[[ Dataset content, beginning ]]

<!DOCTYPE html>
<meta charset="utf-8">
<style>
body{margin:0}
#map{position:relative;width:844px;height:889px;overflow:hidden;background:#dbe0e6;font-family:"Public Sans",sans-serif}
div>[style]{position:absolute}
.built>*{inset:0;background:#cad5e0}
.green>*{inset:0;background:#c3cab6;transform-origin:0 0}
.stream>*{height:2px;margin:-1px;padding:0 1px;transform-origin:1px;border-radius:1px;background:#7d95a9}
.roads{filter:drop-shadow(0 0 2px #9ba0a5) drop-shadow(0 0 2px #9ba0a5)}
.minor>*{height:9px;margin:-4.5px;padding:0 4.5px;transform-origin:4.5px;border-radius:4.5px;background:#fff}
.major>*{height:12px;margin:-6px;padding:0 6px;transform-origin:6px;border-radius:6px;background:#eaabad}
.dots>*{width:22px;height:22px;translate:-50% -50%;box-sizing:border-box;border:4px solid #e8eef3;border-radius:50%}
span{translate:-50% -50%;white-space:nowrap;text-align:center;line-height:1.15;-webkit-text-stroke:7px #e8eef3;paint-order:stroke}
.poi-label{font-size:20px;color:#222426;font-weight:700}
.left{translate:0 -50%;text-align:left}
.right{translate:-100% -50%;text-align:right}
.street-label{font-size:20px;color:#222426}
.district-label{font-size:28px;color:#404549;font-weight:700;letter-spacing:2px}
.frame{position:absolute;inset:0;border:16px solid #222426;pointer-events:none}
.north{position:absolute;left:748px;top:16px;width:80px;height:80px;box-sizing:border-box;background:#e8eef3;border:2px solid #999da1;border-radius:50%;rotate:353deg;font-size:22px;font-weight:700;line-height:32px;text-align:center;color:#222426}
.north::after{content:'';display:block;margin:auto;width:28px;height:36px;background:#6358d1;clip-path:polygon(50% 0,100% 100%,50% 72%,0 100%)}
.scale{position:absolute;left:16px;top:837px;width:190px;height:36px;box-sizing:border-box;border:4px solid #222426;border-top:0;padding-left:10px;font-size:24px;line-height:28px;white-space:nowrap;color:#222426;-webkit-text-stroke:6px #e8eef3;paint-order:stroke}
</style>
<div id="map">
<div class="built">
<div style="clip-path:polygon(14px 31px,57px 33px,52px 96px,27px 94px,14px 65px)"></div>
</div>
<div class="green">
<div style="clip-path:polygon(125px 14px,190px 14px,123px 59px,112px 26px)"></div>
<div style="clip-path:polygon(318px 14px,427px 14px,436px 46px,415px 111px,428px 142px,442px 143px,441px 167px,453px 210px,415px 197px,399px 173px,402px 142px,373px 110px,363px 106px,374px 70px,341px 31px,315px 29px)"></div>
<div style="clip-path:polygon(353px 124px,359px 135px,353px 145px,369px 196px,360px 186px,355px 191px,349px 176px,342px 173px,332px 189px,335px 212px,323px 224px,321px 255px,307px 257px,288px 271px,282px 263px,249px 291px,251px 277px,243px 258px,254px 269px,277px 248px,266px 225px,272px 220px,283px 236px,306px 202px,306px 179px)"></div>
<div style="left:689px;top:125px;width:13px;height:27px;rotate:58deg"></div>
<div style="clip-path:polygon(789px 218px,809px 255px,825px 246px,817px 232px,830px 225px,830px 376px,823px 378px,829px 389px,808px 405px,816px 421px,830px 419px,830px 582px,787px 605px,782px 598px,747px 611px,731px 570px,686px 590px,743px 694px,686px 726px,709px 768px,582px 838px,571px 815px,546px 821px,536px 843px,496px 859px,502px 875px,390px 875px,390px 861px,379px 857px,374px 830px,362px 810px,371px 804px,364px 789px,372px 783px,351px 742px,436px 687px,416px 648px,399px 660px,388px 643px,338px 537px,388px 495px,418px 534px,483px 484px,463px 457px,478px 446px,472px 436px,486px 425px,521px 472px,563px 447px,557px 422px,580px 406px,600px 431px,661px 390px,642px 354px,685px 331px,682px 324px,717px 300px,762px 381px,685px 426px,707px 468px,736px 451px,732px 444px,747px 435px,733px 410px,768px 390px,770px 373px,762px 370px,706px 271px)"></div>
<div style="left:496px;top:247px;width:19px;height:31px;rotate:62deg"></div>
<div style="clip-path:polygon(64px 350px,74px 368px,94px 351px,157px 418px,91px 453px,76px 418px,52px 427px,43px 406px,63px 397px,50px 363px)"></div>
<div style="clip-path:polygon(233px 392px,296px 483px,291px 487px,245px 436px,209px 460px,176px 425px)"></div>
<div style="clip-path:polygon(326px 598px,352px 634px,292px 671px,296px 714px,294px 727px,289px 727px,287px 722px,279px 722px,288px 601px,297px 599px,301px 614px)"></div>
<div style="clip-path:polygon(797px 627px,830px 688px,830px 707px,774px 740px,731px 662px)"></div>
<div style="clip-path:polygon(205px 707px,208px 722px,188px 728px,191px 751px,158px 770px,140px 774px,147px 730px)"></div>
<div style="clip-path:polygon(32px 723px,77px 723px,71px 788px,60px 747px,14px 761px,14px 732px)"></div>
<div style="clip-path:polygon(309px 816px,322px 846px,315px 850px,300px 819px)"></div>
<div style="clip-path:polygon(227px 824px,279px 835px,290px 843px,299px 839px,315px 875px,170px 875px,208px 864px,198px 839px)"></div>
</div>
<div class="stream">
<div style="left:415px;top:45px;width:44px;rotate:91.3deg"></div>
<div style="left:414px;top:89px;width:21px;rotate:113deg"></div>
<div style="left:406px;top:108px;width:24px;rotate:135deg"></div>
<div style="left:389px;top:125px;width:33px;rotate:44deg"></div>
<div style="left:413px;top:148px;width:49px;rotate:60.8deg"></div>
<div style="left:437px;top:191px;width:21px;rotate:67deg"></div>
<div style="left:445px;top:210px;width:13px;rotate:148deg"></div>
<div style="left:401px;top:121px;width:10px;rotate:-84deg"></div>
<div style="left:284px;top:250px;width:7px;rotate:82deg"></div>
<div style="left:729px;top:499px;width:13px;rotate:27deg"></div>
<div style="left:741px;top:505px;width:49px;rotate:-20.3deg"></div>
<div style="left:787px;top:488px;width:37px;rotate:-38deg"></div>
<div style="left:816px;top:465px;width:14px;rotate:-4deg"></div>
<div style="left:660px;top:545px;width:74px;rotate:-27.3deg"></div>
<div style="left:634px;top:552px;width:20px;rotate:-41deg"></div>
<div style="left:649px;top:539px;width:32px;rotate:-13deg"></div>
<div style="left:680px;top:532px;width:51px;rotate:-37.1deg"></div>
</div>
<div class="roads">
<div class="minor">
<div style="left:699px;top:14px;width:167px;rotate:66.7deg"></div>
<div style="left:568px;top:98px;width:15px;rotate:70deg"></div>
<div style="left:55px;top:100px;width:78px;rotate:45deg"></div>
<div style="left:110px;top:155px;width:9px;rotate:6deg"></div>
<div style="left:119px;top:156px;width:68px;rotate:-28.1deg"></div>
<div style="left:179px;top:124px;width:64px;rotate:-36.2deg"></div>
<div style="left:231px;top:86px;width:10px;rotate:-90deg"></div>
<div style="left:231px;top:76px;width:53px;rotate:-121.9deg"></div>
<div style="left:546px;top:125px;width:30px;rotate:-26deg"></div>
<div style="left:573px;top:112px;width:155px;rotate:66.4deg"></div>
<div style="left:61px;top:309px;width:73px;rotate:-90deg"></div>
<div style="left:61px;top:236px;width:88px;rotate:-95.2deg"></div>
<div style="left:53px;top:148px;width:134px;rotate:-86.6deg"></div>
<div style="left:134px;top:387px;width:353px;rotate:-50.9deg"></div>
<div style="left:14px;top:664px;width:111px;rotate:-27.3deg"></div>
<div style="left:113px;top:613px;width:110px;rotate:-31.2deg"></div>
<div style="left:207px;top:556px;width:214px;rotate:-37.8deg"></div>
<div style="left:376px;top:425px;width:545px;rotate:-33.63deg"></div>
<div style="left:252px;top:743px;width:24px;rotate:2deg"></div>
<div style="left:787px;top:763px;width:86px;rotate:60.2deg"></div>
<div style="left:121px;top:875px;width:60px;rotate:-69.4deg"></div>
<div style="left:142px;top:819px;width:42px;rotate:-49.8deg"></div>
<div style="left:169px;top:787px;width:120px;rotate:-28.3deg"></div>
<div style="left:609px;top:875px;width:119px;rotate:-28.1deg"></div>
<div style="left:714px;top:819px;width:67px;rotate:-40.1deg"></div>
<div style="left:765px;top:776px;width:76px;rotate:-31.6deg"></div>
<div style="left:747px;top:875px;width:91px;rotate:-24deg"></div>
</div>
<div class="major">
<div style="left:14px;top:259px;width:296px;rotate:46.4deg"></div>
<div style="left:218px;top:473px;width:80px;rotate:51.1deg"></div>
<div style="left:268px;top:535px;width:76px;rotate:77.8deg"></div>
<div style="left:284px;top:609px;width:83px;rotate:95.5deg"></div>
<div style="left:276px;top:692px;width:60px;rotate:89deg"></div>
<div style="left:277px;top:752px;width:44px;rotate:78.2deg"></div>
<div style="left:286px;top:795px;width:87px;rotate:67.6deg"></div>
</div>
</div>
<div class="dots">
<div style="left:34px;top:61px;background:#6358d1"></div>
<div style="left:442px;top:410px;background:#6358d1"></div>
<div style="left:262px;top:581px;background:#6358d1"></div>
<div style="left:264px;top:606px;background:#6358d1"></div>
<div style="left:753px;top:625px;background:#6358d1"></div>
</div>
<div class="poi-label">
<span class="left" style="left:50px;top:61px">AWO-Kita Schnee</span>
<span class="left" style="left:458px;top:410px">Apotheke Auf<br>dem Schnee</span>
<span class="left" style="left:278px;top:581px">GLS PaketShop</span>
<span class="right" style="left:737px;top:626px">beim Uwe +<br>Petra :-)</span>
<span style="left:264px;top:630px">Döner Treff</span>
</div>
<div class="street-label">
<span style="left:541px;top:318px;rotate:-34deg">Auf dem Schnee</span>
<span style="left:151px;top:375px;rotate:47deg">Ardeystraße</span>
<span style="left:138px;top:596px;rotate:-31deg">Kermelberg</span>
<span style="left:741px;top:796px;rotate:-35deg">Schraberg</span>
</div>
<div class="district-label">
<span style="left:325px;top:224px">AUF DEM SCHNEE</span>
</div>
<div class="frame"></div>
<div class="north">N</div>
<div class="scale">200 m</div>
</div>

[[ Dataset content, end ]]
[[ Dataset content, beginning ]]

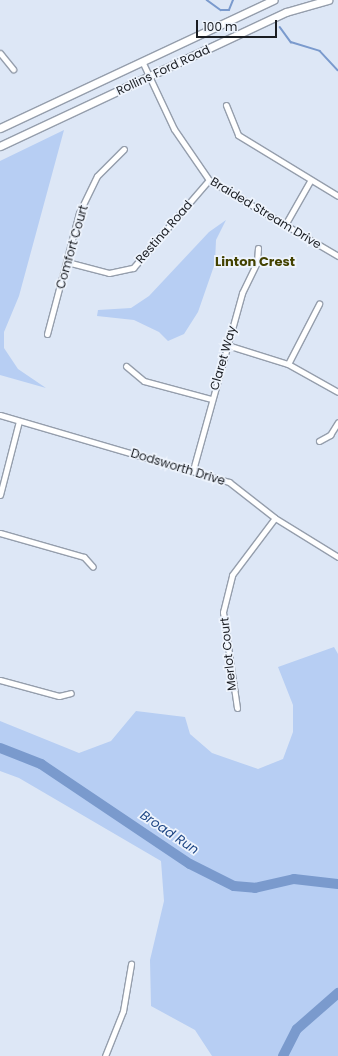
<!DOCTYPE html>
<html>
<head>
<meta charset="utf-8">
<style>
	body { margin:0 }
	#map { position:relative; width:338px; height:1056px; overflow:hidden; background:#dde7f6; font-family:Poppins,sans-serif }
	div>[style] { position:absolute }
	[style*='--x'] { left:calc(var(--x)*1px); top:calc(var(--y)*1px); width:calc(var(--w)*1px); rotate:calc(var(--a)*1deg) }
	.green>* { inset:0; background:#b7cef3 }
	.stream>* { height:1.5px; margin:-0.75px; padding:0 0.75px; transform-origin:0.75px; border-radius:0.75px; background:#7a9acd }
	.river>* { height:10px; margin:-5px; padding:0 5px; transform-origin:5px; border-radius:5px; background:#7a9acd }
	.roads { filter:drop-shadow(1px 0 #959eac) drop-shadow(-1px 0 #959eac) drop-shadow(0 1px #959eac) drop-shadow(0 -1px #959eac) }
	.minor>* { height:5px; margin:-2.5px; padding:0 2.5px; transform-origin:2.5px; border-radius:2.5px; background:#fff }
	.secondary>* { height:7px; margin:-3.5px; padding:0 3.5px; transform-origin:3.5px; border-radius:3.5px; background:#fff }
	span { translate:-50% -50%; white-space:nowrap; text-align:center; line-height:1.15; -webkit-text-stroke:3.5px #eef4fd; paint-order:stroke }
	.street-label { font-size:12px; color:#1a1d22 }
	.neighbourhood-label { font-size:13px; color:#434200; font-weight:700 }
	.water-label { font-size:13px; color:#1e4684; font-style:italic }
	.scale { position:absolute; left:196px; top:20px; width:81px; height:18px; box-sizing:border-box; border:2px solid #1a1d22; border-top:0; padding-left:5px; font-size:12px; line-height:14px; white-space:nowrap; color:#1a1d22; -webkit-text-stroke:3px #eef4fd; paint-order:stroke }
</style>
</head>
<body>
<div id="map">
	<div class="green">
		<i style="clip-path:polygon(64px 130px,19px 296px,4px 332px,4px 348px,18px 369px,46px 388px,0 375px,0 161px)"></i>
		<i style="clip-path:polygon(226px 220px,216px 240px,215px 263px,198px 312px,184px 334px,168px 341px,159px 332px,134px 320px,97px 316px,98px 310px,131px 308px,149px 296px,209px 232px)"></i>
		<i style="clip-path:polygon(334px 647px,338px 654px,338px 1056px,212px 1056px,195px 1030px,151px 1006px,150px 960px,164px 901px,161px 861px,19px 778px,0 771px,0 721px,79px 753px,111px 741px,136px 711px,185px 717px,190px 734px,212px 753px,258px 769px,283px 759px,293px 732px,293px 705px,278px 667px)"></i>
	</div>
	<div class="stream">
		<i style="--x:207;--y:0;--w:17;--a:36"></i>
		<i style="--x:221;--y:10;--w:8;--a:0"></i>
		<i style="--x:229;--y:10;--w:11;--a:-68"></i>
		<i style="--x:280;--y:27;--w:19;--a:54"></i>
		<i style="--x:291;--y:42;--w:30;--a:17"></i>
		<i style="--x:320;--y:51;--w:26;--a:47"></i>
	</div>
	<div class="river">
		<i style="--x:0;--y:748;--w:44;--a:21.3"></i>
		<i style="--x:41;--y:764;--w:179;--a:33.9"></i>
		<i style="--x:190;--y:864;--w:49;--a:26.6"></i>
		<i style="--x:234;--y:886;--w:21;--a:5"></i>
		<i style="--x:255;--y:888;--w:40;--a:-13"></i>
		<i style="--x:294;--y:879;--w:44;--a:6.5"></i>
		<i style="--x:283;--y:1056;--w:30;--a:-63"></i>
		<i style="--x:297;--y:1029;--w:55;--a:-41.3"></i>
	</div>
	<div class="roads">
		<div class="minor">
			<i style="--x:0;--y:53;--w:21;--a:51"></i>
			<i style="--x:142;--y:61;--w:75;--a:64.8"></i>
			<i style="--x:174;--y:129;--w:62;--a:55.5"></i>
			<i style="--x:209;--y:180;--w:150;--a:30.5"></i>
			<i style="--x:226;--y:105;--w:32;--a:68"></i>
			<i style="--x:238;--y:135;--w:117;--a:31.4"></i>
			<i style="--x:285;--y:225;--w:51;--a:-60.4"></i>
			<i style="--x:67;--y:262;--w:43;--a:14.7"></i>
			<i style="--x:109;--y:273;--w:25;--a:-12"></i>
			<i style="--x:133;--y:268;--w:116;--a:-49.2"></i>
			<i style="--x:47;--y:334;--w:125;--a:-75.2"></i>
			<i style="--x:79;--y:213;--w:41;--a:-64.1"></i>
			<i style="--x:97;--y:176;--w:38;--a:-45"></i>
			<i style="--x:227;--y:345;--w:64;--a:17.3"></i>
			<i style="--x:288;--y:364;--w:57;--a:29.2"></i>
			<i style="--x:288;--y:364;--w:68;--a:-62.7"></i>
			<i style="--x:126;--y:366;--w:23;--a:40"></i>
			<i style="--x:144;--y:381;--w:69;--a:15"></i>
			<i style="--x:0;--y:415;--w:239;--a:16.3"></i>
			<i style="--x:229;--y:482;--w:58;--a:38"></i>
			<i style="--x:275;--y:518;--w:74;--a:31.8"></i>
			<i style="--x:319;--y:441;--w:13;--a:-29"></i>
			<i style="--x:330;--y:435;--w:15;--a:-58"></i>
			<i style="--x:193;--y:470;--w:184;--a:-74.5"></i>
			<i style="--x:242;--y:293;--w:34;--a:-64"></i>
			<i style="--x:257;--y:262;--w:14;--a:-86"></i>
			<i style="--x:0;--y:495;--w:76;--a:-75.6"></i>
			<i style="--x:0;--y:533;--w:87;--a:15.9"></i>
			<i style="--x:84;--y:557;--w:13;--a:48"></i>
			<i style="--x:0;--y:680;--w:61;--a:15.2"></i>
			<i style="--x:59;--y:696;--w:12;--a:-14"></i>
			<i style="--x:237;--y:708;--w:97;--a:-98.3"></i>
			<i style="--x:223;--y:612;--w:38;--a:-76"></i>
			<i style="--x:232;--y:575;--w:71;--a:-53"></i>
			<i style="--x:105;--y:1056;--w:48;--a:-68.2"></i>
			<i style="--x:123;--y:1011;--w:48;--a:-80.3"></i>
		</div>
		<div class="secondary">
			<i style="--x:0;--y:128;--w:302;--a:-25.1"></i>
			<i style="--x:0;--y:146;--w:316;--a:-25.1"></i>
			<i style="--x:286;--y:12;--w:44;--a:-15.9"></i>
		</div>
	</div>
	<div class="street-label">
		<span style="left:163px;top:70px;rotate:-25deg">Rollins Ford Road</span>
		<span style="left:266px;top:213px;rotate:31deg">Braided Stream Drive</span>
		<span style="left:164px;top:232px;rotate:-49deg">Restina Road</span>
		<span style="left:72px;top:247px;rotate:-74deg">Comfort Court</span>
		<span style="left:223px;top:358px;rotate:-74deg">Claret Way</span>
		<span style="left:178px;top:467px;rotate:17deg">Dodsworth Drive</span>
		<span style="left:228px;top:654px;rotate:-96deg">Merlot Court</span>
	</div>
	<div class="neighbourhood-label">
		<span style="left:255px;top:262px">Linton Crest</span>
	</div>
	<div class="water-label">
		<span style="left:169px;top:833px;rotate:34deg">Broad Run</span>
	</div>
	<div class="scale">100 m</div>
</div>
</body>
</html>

[[ Dataset content, end ]]
[[ Dataset content, beginning ]]

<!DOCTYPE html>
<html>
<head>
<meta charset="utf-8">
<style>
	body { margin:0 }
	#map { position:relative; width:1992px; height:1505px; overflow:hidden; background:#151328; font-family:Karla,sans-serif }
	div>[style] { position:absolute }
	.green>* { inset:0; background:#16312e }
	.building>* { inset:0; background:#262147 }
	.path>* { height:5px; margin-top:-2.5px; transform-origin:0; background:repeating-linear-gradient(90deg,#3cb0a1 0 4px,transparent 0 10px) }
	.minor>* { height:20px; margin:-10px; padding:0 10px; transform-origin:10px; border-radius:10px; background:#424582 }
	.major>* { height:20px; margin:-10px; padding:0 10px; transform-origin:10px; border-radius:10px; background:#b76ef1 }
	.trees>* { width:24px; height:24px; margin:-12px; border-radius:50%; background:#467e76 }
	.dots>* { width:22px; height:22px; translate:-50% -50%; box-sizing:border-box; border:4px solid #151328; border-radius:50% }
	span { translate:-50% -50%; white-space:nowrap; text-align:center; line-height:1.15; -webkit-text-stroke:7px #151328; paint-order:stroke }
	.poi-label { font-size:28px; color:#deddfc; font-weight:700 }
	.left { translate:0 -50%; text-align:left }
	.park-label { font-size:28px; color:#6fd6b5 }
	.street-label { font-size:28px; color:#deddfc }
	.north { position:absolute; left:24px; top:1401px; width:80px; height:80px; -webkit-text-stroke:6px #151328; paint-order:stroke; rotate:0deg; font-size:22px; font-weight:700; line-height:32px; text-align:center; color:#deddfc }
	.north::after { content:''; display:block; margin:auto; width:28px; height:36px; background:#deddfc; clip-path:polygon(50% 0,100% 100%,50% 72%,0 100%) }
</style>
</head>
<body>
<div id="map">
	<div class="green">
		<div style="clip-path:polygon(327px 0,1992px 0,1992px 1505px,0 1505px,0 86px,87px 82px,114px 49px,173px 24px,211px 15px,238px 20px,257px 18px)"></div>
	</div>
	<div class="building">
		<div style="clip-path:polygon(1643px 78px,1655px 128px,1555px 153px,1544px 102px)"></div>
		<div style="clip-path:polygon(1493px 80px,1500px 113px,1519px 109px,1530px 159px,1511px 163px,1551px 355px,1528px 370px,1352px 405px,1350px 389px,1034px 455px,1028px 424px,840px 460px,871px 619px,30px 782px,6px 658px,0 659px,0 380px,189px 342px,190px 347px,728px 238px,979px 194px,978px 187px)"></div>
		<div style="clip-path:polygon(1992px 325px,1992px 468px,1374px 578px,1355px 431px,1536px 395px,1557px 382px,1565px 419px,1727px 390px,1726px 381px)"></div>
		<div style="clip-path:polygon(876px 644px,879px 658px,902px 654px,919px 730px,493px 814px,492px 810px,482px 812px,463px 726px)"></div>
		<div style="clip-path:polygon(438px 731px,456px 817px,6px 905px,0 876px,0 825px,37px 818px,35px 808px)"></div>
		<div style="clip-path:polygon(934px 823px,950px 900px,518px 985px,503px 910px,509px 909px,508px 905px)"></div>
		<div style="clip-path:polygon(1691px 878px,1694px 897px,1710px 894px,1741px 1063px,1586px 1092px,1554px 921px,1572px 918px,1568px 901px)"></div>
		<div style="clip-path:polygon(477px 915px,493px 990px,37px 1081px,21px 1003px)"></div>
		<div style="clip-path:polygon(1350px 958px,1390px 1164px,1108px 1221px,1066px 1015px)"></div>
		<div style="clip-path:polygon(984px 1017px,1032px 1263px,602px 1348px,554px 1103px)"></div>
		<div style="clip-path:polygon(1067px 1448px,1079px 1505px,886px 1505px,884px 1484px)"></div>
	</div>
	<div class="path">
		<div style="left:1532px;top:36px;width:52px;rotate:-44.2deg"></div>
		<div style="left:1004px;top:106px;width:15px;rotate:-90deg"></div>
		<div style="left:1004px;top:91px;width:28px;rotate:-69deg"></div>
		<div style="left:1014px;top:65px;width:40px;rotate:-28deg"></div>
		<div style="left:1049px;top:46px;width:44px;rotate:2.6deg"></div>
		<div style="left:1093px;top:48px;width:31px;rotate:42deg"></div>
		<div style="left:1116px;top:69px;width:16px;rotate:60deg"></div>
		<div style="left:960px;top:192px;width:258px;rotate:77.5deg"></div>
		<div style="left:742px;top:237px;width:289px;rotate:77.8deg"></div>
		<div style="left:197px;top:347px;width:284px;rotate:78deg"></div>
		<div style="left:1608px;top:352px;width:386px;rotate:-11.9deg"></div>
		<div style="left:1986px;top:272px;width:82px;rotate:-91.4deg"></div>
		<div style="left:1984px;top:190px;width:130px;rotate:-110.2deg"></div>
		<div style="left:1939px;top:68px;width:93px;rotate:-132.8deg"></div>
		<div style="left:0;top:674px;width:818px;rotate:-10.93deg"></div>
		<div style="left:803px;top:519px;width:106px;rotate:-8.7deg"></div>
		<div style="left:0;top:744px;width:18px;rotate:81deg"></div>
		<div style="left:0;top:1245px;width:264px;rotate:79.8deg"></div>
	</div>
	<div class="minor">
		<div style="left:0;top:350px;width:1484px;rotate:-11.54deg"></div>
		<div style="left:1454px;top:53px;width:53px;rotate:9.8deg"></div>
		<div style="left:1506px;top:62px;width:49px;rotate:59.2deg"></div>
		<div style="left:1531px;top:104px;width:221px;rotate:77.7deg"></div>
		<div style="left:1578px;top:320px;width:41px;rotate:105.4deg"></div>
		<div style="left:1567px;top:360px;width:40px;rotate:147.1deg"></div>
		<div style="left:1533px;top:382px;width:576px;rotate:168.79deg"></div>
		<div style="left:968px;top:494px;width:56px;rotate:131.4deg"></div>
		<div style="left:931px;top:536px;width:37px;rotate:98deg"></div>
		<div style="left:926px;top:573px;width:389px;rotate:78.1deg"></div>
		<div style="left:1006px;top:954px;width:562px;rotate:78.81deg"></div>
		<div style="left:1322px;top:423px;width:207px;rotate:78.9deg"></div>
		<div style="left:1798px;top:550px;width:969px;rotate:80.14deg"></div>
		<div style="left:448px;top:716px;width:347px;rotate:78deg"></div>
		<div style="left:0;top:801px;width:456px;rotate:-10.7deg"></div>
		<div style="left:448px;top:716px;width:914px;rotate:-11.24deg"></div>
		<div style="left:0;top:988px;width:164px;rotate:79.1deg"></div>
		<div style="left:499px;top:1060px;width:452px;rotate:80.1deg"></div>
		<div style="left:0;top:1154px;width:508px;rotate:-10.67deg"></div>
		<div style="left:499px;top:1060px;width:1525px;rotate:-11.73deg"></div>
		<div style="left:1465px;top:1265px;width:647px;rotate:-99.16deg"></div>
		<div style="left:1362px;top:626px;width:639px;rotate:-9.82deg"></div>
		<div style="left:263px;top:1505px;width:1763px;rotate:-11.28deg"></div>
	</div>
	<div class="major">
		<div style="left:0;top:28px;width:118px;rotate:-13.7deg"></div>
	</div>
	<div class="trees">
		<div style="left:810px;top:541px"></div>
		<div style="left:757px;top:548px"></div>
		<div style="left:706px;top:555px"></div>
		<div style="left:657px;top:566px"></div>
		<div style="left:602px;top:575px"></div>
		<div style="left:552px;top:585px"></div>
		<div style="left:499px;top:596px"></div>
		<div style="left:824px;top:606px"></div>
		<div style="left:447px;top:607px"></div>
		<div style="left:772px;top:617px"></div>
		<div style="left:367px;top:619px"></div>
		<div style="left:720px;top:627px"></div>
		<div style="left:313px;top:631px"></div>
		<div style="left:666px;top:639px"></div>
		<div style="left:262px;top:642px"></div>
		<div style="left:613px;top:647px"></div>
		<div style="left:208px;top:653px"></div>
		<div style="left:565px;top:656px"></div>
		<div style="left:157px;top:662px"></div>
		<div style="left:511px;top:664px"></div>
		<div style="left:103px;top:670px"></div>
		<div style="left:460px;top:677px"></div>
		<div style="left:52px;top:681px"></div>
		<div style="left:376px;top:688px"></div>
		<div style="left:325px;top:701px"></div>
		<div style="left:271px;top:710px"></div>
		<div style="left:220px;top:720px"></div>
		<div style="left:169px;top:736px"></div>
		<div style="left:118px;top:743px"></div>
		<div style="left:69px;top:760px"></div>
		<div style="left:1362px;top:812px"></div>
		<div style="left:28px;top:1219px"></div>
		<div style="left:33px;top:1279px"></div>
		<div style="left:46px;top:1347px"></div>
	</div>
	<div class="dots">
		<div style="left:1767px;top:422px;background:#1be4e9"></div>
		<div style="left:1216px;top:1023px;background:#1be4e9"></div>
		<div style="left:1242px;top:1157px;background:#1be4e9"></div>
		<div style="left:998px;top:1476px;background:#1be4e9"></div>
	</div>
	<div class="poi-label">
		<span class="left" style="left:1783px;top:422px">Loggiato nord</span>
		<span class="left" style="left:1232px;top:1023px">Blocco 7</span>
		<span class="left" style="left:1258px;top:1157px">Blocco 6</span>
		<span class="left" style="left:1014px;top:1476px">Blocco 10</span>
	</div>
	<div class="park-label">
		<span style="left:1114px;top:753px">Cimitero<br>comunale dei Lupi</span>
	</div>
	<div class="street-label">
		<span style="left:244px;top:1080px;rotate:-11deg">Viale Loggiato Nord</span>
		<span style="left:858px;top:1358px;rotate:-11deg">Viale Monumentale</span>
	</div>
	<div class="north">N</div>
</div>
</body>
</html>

[[ Dataset content, end ]]

**Exercise:** Given the records above, reproduce precisely and only the lines between the line holding "position:relative; width:338px; height:1056px;" and the line holding "height:1.5px; margin:-0.75px; padding:0", inclusive.

**Response to the task:**
	#map { position:relative; width:338px; height:1056px; overflow:hidden; background:#dde7f6; font-family:Poppins,sans-serif }
	div>[style] { position:absolute }
	[style*='--x'] { left:calc(var(--x)*1px); top:calc(var(--y)*1px); width:calc(var(--w)*1px); rotate:calc(var(--a)*1deg) }
	.green>* { inset:0; background:#b7cef3 }
	.stream>* { height:1.5px; margin:-0.75px; padding:0 0.75px; transform-origin:0.75px; border-radius:0.75px; background:#7a9acd }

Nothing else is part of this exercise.